Weighted quantile sum (WQS) regression is a method for analyzing exposure mixtures, which accounts for correlations among components while estimating both the overall effect of the mixture and the relative contribution of each component. In our study, WQS regression models with 5000 bootstrap iterations were employed to comprehensively evaluate the association of mixed exposure to six APs with CKD incidence. The pollutant concentrations underwent standardization into quartiles, leading to the development of a composite exposure index. This index facilitated the assessment of mixed exposure effects through the derivation of a WQS index in both positive and negative directions. We could also infer the contribution of each pollutant within the mixed exposure model, thus identifying the primary pollutants.
Mediation analyses followed a two-step regression framework and used the mediation package with a nonparametric bootstrap approach (5000 resamples) to delineate pathways linking air pollution exposure to CKD risk and quantify the mediating role of the TyG index. Specifically, we first modeled the effect of air pollution on TyG (mediator) using a general linear model, then assessed the associations of air pollution and TyG with CKD (outcome) via modified Poisson regression. The total effect was decomposed into (1) the direct effect (DE), representing exposure’s impact on outcome independent of the mediator; and (2) the indirect effect (IE), mediated through TyG index alterations. Mediation proportions were calculated as IE/(DE + IE), with bias-corrected 95% confidence intervals derived from bootstrap distributions.
Three sensitivity analyses were performed to check the robustness of our main findings. (1) We evaluated the association between AP exposure and the risk of incident CKD after excluding individuals with a history of smoking or alcohol consumption, in order to reduce potential confounding effects from lifestyle factors. (2) Cox proportional hazards models were employed to re-evaluate the association between AP exposure and incident CKD. (3) To account for multiple comparisons, we applied the False Discovery Rate (FDR) correction to the p-values derived from pollutant-specific models. Associations with FDR-adjusted p-values < 0.05 were considered statistically significant. All statistical analyses were performed using R software (Version 4.1.3). The R packages used in this study include “mediation” and “gWQS”.

3. Results

3.1. Description of the Study Sample and Exposure

The demographic profile of the 7981 HIV/AIDS patients is presented in Table 1. This study included individuals with an average age of 38.7 ± 14.6 years and a mean BMI of 22.0 ± 3.81 kg/m2. The main subjects were male (89.6%), indoor workers (50.6%), and unmarried (52.2%). In addition, 63.1% of all participants were diagnosed with HIV, and 61.0% had used TDF drugs. Most participants had never smoked (68.7%) or consumed alcohol (71.0%). Table S1 shows the distribution of AP concentrations during the follow-up period. During the follow-up period, IQRs of PM2.5, PM10, SO2, CO, NO2, and O3 were 13.2 μg/m3, 20.2 μg/m3, 2.9 μg/m3, 0.2 mg/m3, 13.2 μg/m3, and 16.7 μg/m3, respectively.

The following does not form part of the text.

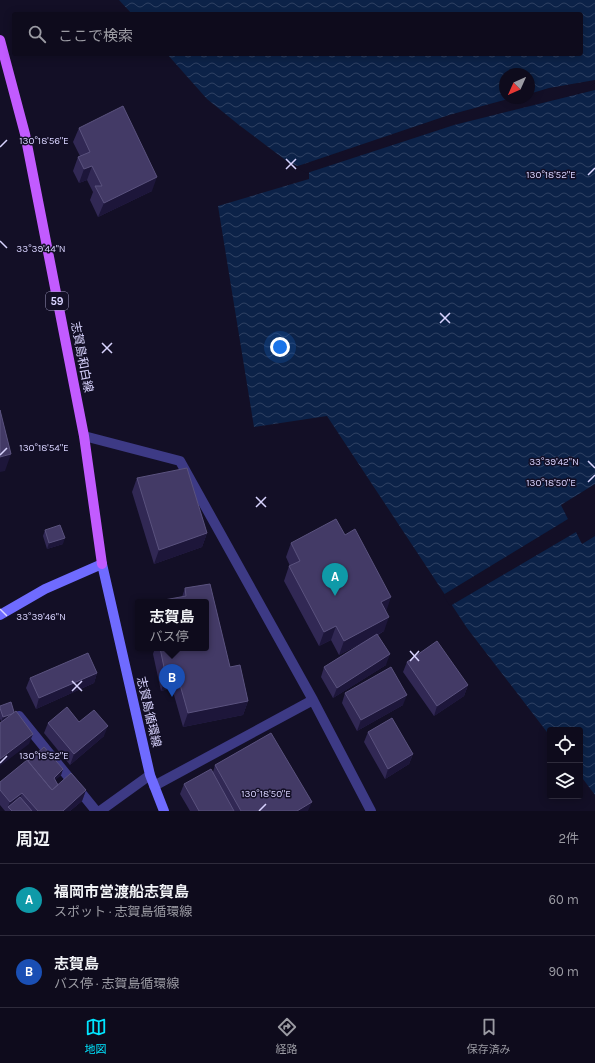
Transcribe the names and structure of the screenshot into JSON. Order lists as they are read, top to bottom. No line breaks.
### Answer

3.2. Associations Between AP Exposure and Incidence of CKD

By 31 December 2023, 168 new cases of CKD were identified among the 7891 HIV/AIDS patients under follow-up. In fully adjusted models, chronic exposure to PM2.5, PM10, and SO2 was significantly associated with increased risk of CKD. Specifically, each IQR increase in PM2.5 was associated with a 16.5% higher risk (RR: 1.165, 95% CI: 1.030, 1.317), in PM10 with an 18.9% higher risk (RR: 1.189, 95% CI: 1.016, 1.390), and in SO2 with a 9.7% higher risk (RR: 1.097, 95% CI: 1.039, 1.159) (Table 2). However, concentrations of CO, NO2, and O3 did not exhibit statistically significant associations with CKD incidence. Penalized spline analyses demonstrated near-linear increases in CKD risk with rising PM2.5, PM10, and O3 concentrations. In contrast, SO2 and NO2 showed positive associations at lower exposure levels that attenuated or inverted at higher concentrations, while CO exhibited an S-shaped exposure–response trajectory (Figure 2).

3.3. Mixed AP Exposure on CKD Incidence via Weighted Quantile Sum Modeling

The WQS regression model unveiled a positive correlation between the WQS index of mixed AP exposure and incident CKD (RR: 2.405, 95% CI: 1.687, 3.428). Notably, PM2.5 emerged as the dominant contributor, accounting for 44.4% of the overall mixture weight, followed by O3 (32.6%), PM10 (13.0%), and SO2 (9.4%) (Figure 3A). Conversely, the negative-direction WQS index showed no significant inverse relationship with CKD risk (RR:1.032, 95%CI:0.682, 1.560) (Figure 3B).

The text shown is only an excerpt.